Antarctica, the Falklands, and South Georgia
It's hard to describe the beauty and grandeur of Antarctica or the abundance of wildlife that live in this part of the world. As you'll see in the photos, nothing survives here without the sea. All of the native animals live on food from the sea and live in the sea when not reproducing or raising babies.

There are about 200 photos in total posted for this trip. It you don't have time or the bandwidth to poke through all of the different pages, check out the Top 20 Photos page. All of the pages have thumbnails for a quick look and quick loading. Hope you enjoy.

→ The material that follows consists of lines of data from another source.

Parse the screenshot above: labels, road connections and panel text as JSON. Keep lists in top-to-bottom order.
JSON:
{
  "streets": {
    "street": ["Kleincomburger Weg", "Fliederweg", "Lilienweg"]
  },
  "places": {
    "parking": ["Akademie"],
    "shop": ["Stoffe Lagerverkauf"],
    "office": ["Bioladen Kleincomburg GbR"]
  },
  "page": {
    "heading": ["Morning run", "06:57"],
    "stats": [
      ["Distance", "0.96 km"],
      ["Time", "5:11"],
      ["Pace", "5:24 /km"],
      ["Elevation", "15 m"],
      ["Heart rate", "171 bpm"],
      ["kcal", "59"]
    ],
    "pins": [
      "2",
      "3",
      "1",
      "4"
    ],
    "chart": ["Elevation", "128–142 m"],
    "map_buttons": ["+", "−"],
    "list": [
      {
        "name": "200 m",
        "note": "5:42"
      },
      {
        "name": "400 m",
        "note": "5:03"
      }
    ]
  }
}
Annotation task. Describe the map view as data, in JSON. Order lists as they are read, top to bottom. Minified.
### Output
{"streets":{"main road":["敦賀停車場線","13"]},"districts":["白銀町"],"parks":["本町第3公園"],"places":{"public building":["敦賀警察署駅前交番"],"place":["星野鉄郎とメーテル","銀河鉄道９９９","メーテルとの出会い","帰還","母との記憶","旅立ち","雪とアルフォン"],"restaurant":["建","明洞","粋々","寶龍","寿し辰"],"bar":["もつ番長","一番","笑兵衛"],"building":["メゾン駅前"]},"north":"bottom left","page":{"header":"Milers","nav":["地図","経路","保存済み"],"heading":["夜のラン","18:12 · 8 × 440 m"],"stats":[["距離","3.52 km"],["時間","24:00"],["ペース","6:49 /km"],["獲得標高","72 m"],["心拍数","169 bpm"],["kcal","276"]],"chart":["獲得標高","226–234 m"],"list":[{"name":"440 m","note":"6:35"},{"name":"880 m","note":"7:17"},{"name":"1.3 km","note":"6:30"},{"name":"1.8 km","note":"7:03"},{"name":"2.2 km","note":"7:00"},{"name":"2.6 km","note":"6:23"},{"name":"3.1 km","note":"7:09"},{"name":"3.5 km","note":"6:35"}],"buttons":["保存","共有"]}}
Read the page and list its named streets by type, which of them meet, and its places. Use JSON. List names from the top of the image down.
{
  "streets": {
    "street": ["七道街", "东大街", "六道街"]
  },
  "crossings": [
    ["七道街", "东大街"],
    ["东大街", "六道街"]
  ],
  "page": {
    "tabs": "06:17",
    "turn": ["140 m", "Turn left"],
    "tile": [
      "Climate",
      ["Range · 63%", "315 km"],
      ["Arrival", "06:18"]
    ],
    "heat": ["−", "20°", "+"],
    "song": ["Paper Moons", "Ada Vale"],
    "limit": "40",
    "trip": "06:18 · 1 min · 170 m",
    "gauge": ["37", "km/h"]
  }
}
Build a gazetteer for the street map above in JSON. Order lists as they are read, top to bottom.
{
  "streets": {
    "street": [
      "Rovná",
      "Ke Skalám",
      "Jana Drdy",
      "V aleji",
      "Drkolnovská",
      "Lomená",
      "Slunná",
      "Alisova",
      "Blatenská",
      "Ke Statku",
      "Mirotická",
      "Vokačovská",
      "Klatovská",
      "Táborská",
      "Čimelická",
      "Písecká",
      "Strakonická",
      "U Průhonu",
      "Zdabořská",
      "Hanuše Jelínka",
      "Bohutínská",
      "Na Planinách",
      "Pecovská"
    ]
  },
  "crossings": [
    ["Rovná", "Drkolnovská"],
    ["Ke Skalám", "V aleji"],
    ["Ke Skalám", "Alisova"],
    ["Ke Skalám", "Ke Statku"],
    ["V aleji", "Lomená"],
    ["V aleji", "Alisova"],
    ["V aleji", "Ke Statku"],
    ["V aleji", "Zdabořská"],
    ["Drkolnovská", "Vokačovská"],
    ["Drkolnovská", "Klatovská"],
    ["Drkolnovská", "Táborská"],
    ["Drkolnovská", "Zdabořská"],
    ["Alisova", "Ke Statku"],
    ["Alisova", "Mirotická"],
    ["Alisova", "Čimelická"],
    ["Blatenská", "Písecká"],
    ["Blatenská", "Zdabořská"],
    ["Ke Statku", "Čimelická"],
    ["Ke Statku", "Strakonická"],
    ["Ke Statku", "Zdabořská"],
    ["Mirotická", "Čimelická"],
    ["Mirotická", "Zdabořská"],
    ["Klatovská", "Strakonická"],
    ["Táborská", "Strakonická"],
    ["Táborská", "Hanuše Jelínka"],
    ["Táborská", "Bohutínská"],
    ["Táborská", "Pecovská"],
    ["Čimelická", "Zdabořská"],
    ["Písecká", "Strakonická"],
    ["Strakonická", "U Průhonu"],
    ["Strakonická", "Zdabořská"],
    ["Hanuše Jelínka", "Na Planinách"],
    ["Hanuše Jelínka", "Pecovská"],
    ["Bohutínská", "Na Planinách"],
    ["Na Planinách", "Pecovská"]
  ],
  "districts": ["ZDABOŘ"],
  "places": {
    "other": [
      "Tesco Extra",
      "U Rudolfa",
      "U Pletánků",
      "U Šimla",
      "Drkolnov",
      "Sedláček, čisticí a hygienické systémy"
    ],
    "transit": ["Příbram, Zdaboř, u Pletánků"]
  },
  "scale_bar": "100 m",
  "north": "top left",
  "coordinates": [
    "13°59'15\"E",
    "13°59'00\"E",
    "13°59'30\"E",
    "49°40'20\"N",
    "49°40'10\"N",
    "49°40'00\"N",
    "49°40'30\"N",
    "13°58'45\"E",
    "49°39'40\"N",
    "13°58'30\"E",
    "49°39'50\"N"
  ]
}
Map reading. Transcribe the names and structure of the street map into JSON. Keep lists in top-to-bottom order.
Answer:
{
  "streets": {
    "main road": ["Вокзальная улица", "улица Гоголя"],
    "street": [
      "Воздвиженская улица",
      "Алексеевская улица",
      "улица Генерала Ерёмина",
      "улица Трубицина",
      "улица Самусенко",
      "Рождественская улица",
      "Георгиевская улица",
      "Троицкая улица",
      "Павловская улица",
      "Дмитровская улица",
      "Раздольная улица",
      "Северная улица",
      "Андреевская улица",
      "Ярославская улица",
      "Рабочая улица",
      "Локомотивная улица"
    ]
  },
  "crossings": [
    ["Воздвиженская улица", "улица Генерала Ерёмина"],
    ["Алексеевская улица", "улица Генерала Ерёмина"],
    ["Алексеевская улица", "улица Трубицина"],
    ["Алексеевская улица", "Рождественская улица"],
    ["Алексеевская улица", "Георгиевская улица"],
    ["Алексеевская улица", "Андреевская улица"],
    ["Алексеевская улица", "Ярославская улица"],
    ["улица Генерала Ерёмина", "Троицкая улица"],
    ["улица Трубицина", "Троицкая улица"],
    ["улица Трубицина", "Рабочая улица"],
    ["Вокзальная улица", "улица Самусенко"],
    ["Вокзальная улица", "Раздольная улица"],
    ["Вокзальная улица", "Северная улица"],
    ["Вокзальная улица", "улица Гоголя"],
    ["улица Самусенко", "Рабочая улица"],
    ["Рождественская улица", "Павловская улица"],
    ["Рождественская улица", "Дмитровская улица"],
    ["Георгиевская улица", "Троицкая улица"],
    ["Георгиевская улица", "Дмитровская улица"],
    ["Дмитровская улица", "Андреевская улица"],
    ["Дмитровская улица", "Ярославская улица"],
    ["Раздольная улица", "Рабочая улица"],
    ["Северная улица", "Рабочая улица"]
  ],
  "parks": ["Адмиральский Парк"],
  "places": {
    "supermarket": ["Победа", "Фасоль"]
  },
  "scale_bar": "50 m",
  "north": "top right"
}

Our trip started on December 13 when we headed to Miami, on the first flight of many, and we returned home on January 7, 2003. In addition to almost five solid travel days getting to and from Ushuaia, Argentina, we actually spent 22 days on the boat exploring the area. We had the most unbelievable luck as far as weather goes, especially on the Drake Passage with very calm seas (only 12 - 14 foot seas.) "The Drake," as it's called, is notorious for rough seas and 30 foot waves crashing over the sides of the boat. We mostly enjoyed partly cloudy skies, a few days of bright blue skies and sunshine, and 2 or 3 days with some fog, rain or snow. Temperatures were warmer than we expected, but not unusual for the beautiful weather we experienced, approximately 38° - 45° in the Falklands, 32° - 38° in South Georgia, and about 31° - 34° in Antarctica.

The normal plan, when not at sea, was to visit two or three different locations or landing sites per day. We would spend 2 - 4 hours per site to wander around, hike, or just hang out and visit with the animals. Days at sea normally included interesting lectures and videos about Antarctica and early explorers to the area. The expedition leader and ship captain were very flexible with plans and weather; if the weather was bad or the landing was too rough, we'd move on to an alternate site nearby. Consequently, we  were able to get to many places that few have been.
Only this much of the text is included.